Limitations of our study include its observational design, its small size and monocentric nature. Furthermore, we relied on medical files data recorded by ED physicians for the management of AKI which could have biased the quality criteria classification and analysis of outcomes. We only studied patients with a GFR < 60 ml/mn/1.73 m2 and therefore may have missed some CA-AKI within the range 90 to 60 ml/mn/1.73 m2. By recording the dosage of RAS inhibitors and diuretics, we tried to exclude a different impact on the occurrence of CA-AKI due to a higher dosage of one class of RAS inhibitors. Our follow-up, though complete, is short and most of the episodes of CA-AKI were mild. Although we were able to analyze the short-term recovery of renal function in 93% of our patients, we had data in only 47% of our patients who had a minimum follow-up of 1 year. Indeed, it has been shown that most patients presenting an episode of AKI only stabilize their renal function 1 year after the episode [25].
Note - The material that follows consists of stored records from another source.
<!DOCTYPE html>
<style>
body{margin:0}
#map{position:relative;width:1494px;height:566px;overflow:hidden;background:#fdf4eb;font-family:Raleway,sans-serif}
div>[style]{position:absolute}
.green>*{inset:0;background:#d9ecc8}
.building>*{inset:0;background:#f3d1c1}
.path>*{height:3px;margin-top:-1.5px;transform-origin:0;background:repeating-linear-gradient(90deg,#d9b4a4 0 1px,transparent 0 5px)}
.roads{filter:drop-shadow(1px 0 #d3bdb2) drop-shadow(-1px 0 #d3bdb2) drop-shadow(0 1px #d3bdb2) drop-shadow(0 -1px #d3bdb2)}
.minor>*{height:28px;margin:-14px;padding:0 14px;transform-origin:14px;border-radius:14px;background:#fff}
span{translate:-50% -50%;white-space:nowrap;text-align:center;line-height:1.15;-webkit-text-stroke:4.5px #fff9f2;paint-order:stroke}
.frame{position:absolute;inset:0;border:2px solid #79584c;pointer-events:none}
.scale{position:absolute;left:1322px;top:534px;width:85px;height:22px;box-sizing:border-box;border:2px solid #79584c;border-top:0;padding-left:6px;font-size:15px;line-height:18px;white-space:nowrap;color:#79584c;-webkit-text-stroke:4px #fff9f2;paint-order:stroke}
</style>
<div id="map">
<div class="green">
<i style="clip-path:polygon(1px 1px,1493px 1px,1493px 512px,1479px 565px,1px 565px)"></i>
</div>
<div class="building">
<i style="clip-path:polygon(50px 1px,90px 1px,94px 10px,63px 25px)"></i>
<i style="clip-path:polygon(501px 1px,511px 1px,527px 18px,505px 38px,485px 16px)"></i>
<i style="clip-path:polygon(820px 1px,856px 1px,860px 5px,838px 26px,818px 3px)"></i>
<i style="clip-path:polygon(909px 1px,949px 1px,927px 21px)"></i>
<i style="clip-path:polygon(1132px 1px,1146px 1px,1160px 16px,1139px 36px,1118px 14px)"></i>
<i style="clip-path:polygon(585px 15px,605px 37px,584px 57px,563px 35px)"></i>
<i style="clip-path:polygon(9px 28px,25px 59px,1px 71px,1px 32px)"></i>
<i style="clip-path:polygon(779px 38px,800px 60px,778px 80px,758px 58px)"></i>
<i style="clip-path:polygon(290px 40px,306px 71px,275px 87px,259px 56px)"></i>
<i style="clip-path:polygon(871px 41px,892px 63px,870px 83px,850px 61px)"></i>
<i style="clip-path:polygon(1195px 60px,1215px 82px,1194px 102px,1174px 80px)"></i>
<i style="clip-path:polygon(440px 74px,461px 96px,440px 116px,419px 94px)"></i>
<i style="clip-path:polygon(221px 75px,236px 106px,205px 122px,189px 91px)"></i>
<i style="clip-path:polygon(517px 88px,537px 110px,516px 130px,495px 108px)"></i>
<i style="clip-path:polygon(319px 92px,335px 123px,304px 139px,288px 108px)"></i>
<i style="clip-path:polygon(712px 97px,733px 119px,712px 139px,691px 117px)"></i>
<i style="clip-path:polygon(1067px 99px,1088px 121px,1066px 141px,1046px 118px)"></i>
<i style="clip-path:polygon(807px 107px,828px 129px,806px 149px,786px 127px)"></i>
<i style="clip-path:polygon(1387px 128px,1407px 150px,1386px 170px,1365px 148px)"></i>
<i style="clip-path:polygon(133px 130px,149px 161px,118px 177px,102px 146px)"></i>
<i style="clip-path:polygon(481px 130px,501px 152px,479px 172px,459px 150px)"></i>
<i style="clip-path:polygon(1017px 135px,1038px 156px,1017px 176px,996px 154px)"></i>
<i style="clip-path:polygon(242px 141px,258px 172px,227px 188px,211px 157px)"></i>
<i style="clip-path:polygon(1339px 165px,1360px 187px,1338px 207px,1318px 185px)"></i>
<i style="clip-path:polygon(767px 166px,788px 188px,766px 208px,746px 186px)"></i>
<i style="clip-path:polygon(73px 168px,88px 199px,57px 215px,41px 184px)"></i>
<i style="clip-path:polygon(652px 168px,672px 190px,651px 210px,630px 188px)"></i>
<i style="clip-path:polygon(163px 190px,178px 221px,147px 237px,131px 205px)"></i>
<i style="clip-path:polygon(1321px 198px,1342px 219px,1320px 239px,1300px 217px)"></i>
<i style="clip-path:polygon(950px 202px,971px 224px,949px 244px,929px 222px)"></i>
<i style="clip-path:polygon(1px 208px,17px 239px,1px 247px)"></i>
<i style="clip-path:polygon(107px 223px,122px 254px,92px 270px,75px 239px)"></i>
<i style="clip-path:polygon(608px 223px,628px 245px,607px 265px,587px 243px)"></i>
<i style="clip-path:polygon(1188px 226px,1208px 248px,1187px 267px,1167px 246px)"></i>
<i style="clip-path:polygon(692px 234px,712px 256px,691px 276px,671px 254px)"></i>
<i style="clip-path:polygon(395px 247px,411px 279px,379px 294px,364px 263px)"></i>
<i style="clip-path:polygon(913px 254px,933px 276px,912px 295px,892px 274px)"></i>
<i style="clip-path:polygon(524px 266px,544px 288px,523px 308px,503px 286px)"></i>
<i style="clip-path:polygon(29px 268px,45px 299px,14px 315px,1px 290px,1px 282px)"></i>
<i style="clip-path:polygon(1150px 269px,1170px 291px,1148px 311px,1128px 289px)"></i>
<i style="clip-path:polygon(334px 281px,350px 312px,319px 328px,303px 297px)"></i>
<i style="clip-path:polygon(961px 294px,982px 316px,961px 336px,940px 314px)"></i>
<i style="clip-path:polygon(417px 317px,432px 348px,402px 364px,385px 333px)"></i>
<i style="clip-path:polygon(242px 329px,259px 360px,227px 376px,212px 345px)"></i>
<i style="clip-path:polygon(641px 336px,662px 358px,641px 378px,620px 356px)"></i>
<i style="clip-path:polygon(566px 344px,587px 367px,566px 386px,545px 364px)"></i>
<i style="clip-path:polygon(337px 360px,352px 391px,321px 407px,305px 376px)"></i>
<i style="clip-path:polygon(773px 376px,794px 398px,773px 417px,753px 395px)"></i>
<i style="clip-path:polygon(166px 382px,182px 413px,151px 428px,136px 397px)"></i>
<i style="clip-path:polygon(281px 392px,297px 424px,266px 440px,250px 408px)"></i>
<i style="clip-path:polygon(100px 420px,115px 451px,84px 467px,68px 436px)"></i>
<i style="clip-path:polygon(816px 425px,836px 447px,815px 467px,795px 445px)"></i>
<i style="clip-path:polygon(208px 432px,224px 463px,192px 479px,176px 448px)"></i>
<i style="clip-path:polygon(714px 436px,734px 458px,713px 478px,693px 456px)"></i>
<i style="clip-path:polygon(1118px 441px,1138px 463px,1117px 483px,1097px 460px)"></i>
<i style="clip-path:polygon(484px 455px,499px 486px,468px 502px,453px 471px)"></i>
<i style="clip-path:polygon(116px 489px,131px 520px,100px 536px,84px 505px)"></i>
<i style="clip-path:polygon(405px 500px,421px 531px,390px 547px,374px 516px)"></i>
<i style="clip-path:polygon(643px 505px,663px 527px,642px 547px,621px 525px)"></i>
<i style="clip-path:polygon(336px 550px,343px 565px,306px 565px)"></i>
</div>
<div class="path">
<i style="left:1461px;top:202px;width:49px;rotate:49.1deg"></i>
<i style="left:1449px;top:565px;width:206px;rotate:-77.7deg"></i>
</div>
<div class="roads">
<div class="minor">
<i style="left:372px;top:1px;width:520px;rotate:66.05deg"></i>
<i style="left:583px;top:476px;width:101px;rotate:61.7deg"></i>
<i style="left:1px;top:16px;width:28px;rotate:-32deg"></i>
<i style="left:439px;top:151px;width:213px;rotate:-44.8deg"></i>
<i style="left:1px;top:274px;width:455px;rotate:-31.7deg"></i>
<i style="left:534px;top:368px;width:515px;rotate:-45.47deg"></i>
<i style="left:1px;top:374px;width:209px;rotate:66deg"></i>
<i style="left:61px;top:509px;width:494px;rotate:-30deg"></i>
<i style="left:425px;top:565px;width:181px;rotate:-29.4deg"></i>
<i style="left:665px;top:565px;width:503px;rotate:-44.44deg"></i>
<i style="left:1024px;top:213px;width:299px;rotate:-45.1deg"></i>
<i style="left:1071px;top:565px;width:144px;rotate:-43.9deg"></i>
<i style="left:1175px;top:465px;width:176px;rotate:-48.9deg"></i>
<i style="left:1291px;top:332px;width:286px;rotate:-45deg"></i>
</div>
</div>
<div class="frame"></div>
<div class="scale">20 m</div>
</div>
Strengths of our study are its prospective design, the analysis of the impact of early AKI management on the outcomes, the precise quantification of RABs and diuretics use in CKI and CA-ACKI patients and the 3 year follow-up.

Conclusions

Our results show that CA-AKI in developed countries is not identified properly in nearly half of cases within the ED of an academic hospital, is frequently found in the elderly and its main etiology is prerenal origin. Medications such as RAS blockers and diuretics are frequently encountered, especially in patients with CKI disease. Although, early adequate AKI management does not seem to significantly change short-term outcomes such as mortality, renal recovery and length of stay, this has to be further studied in larger prospective studies.